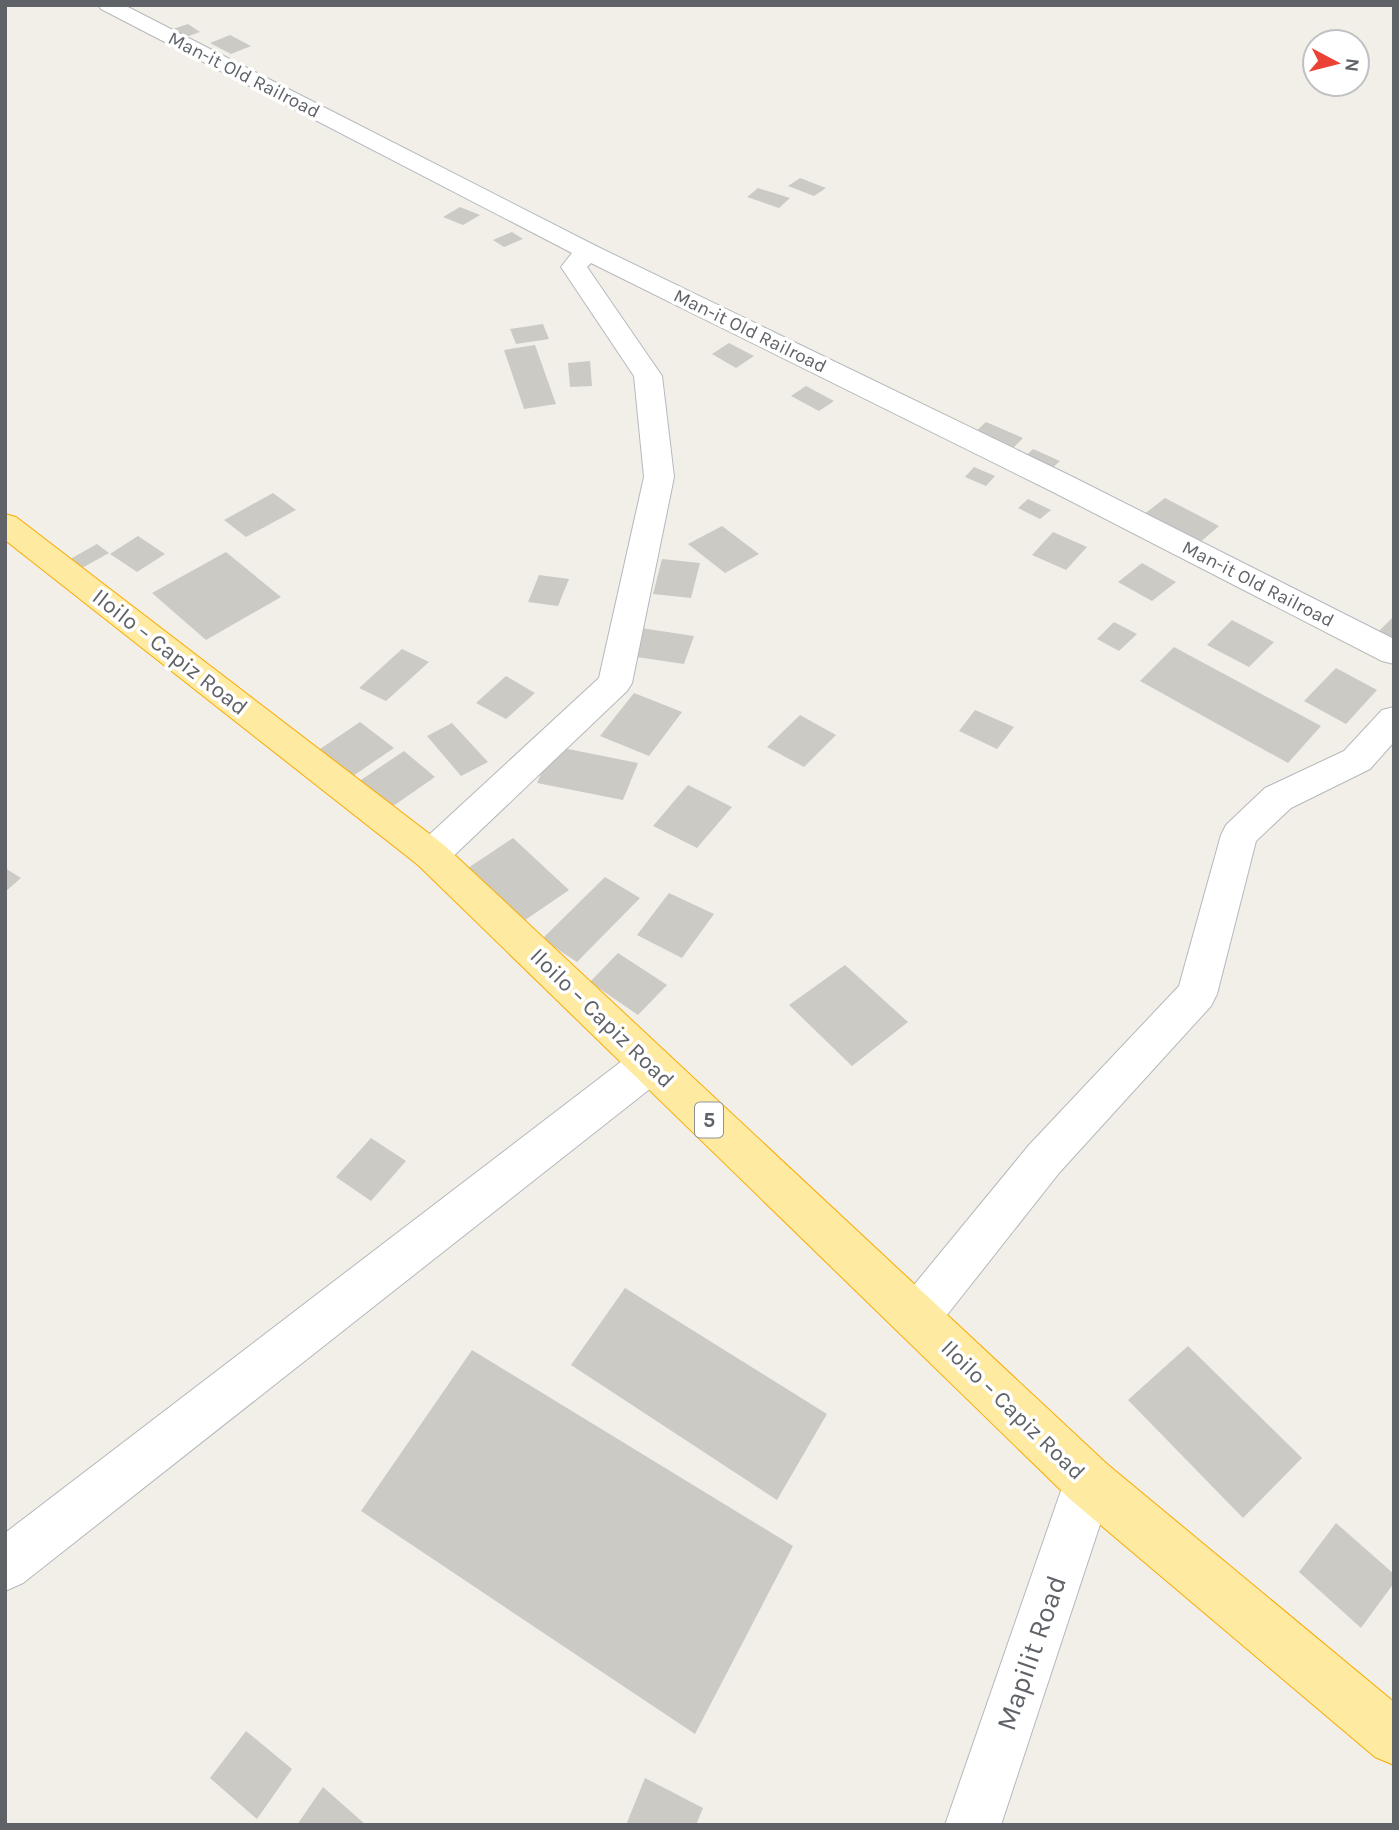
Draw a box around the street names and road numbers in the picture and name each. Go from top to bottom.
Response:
street label: Man-it Old Railroad [164,27,324,123]
street label: Man-it Old Railroad [670,284,830,378]
street label: Man-it Old Railroad [1178,536,1338,632]
street label: Iloilo – Capiz Road [87,583,253,721]
street label: Iloilo – Capiz Road [524,942,680,1094]
road number: 5 [695,1102,723,1138]
street label: Iloilo – Capiz Road [935,1334,1091,1486]
street label: Mapilit Road [989,1571,1073,1735]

TASK DIRECTIONS
For this exercise, retype the listing above word for word and omit the pictures.

EXERCISE SOLUTION
Draw a box around the street names and road numbers in the picture and name each. Go from top to bottom.
Response:
street label: Man-it Old Railroad [164,27,324,123]
street label: Man-it Old Railroad [670,284,830,378]
street label: Man-it Old Railroad [1178,536,1338,632]
street label: Iloilo – Capiz Road [87,583,253,721]
street label: Iloilo – Capiz Road [524,942,680,1094]
road number: 5 [695,1102,723,1138]
street label: Iloilo – Capiz Road [935,1334,1091,1486]
street label: Mapilit Road [989,1571,1073,1735]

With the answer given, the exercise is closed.